**Task requirements**
Identical copies of all the records below are needed.

**Saved entries**
┄┄┄┄┄┄┄┄┄┄

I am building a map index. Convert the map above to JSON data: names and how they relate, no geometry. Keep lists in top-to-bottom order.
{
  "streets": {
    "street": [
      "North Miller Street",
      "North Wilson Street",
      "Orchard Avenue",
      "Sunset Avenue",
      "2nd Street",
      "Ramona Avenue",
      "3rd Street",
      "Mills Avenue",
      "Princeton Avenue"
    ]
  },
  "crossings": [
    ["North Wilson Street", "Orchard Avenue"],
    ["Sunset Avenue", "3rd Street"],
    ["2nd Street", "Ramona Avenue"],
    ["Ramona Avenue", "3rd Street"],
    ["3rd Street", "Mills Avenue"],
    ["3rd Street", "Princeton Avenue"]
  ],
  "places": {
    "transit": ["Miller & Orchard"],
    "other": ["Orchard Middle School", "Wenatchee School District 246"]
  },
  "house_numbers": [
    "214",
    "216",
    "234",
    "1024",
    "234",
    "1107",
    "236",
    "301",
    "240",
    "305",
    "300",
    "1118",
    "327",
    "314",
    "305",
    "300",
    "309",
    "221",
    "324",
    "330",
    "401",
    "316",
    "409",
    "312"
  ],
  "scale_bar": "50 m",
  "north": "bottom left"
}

┄┄┄┄┄┄┄┄┄┄

**Reply**
I am building a map index. Convert the map above to JSON data: names and how they relate, no geometry. Keep lists in top-to-bottom order.
{
  "streets": {
    "street": [
      "North Miller Street",
      "North Wilson Street",
      "Orchard Avenue",
      "Sunset Avenue",
      "2nd Street",
      "Ramona Avenue",
      "3rd Street",
      "Mills Avenue",
      "Princeton Avenue"
    ]
  },
  "crossings": [
    ["North Wilson Street", "Orchard Avenue"],
    ["Sunset Avenue", "3rd Street"],
    ["2nd Street", "Ramona Avenue"],
    ["Ramona Avenue", "3rd Street"],
    ["3rd Street", "Mills Avenue"],
    ["3rd Street", "Princeton Avenue"]
  ],
  "places": {
    "transit": ["Miller & Orchard"],
    "other": ["Orchard Middle School", "Wenatchee School District 246"]
  },
  "house_numbers": [
    "214",
    "216",
    "234",
    "1024",
    "234",
    "1107",
    "236",
    "301",
    "240",
    "305",
    "300",
    "1118",
    "327",
    "314",
    "305",
    "300",
    "309",
    "221",
    "324",
    "330",
    "401",
    "316",
    "409",
    "312"
  ],
  "scale_bar": "50 m",
  "north": "bottom left"
}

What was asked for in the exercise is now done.